BEGIN MATERIALS PROVIDED

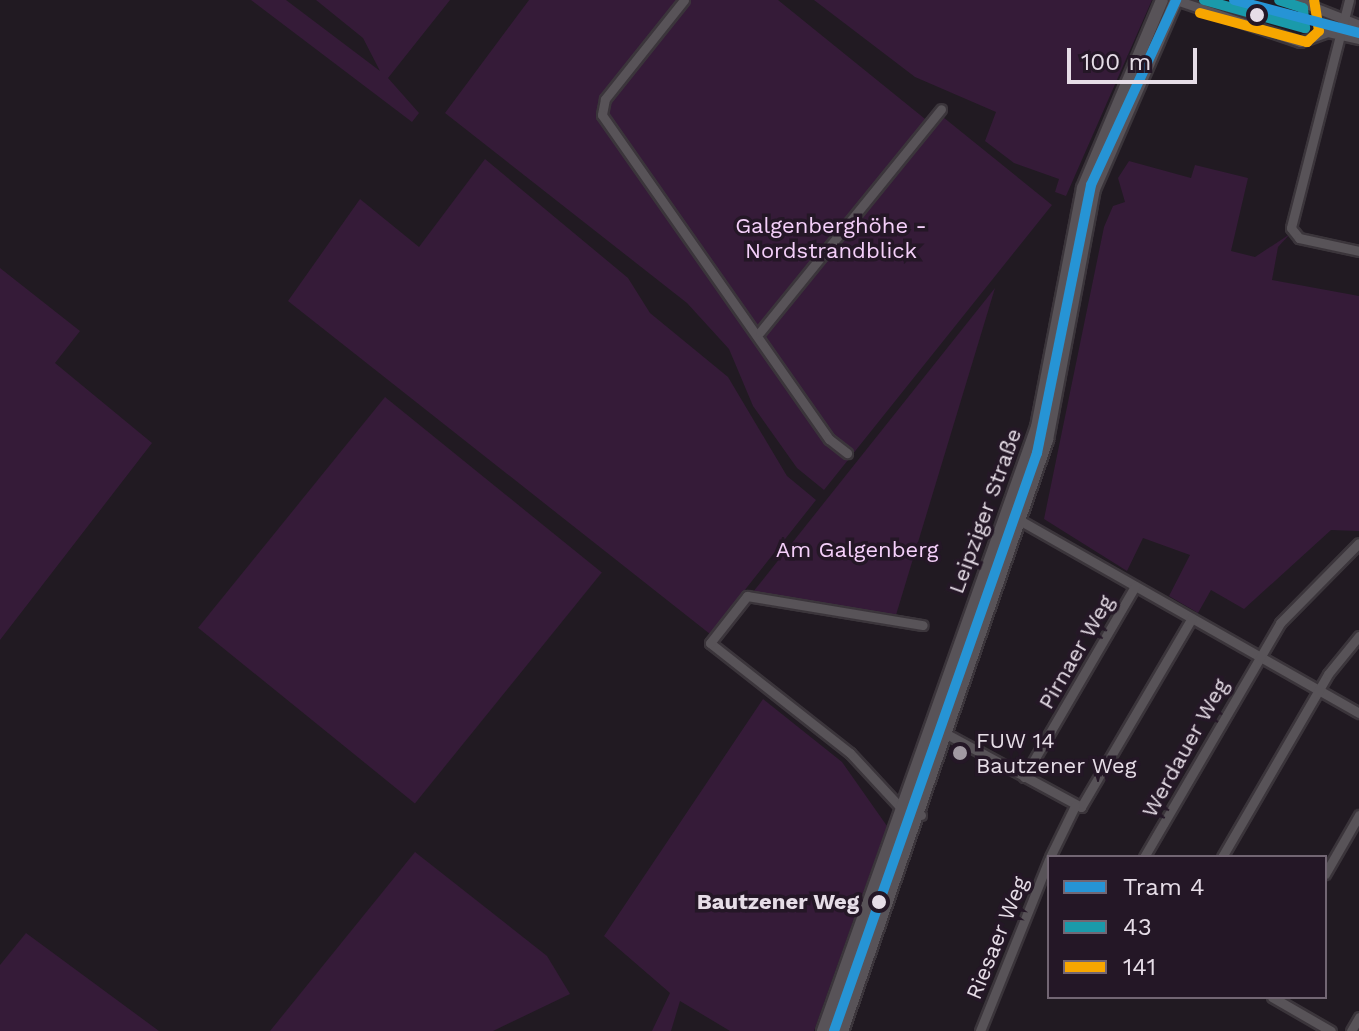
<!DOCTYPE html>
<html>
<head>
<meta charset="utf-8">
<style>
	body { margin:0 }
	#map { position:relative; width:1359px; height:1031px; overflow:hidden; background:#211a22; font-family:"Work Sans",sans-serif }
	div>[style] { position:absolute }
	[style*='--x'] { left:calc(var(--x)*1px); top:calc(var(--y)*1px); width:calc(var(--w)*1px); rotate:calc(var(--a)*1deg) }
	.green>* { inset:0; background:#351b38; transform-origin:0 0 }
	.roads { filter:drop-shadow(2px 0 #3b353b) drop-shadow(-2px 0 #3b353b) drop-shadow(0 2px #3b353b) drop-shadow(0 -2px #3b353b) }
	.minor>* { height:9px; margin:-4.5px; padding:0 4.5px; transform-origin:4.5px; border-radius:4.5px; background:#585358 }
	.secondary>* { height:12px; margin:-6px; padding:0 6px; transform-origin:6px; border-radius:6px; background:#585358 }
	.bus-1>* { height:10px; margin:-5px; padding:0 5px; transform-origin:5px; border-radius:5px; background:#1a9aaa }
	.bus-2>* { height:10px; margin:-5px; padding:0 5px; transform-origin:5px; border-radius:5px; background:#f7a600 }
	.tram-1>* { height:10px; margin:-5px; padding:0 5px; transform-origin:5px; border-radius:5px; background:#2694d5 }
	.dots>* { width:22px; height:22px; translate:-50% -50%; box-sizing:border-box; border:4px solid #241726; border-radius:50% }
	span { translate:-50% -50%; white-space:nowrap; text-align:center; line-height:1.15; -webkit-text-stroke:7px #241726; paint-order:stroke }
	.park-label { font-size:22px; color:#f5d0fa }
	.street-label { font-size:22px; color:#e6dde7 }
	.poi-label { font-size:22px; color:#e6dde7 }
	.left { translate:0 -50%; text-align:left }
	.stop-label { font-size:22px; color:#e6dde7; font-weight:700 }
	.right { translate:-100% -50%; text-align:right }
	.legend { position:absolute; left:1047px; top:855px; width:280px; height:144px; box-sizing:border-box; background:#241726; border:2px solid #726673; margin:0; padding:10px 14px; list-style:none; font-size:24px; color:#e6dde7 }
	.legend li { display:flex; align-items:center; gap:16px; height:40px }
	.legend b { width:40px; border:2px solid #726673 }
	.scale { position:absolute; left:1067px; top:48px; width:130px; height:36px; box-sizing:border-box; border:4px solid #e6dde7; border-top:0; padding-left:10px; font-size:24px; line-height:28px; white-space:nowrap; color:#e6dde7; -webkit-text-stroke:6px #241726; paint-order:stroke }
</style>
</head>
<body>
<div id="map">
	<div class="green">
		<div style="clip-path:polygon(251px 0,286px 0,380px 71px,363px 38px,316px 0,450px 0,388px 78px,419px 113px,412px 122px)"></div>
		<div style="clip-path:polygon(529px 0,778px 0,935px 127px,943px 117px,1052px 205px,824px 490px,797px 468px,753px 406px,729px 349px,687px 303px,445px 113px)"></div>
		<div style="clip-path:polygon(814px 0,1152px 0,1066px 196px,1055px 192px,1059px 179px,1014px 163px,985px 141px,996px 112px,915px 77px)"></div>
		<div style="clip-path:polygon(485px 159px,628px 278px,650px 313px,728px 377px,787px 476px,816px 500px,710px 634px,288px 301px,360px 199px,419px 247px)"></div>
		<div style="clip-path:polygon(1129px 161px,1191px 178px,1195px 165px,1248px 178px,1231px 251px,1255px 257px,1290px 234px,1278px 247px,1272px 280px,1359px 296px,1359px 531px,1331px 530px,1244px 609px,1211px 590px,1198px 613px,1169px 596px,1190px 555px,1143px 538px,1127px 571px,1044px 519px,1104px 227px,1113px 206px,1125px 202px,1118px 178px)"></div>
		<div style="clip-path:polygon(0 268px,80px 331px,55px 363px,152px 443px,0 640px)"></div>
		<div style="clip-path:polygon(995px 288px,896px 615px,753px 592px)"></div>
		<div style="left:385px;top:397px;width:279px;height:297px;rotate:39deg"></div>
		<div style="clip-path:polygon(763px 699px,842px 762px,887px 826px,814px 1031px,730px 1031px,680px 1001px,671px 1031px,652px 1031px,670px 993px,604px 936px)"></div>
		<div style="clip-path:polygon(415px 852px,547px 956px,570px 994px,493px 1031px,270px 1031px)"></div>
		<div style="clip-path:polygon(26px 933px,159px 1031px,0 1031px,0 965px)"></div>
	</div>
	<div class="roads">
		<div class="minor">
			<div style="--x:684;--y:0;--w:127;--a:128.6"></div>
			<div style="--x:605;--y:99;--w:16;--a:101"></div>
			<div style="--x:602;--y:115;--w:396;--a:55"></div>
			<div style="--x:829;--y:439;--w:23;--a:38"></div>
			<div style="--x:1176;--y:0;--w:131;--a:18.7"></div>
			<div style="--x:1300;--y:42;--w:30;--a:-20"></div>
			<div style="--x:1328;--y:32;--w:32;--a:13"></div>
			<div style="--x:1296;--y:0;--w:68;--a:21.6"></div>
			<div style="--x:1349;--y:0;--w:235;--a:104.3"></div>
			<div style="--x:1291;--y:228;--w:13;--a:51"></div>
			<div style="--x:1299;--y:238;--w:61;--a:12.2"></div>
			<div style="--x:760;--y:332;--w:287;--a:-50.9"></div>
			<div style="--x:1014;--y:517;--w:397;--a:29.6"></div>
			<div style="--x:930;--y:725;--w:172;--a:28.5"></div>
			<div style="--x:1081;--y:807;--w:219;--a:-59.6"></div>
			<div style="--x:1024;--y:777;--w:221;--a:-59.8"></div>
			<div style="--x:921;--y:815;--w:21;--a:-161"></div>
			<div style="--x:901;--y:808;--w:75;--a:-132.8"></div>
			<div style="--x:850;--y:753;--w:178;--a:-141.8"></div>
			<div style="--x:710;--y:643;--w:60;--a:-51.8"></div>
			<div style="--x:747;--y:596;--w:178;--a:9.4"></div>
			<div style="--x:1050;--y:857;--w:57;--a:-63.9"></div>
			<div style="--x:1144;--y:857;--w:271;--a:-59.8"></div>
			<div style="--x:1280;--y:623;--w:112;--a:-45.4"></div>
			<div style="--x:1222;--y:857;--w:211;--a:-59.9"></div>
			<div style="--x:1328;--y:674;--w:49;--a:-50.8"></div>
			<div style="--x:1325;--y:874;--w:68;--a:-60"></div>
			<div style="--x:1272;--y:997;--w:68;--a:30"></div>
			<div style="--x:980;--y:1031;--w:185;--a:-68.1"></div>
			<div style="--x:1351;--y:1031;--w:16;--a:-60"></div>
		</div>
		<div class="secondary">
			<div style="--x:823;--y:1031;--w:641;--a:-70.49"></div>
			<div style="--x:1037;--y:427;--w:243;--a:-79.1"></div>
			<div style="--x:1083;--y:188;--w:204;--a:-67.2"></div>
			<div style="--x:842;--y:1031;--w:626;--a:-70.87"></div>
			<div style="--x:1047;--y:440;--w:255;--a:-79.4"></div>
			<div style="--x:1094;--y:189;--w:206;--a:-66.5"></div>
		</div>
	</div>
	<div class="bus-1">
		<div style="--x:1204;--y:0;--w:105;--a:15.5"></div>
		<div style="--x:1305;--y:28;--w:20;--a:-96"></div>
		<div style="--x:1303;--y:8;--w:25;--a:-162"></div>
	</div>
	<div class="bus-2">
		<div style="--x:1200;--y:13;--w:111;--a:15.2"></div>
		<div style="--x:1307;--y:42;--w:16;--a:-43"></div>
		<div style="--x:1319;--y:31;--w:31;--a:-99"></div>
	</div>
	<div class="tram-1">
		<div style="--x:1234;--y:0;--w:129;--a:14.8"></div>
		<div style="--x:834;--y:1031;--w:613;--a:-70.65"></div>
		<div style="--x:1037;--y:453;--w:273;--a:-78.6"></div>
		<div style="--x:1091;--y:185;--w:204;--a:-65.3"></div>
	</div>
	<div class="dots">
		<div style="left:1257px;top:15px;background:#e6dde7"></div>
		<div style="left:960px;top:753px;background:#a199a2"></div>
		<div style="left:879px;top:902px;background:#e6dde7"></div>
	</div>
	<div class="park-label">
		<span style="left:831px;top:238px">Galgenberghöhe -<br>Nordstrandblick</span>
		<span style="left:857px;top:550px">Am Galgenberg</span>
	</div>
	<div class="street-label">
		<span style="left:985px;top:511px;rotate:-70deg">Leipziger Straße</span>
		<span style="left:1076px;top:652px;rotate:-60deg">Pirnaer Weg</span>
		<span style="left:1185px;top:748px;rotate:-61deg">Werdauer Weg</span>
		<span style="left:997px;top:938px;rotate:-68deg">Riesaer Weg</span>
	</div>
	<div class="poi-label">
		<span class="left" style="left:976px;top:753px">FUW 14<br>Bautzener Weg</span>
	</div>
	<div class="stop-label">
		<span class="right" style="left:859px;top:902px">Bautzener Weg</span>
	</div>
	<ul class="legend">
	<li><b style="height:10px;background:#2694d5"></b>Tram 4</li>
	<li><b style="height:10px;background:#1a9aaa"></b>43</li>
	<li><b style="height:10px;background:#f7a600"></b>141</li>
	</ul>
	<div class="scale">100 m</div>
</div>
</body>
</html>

END MATERIALS PROVIDED

■ PROBLEM: Look over the material above and report how many of its lines have the string "center" in them, nothing more.

■ RESPONSE AREA: 2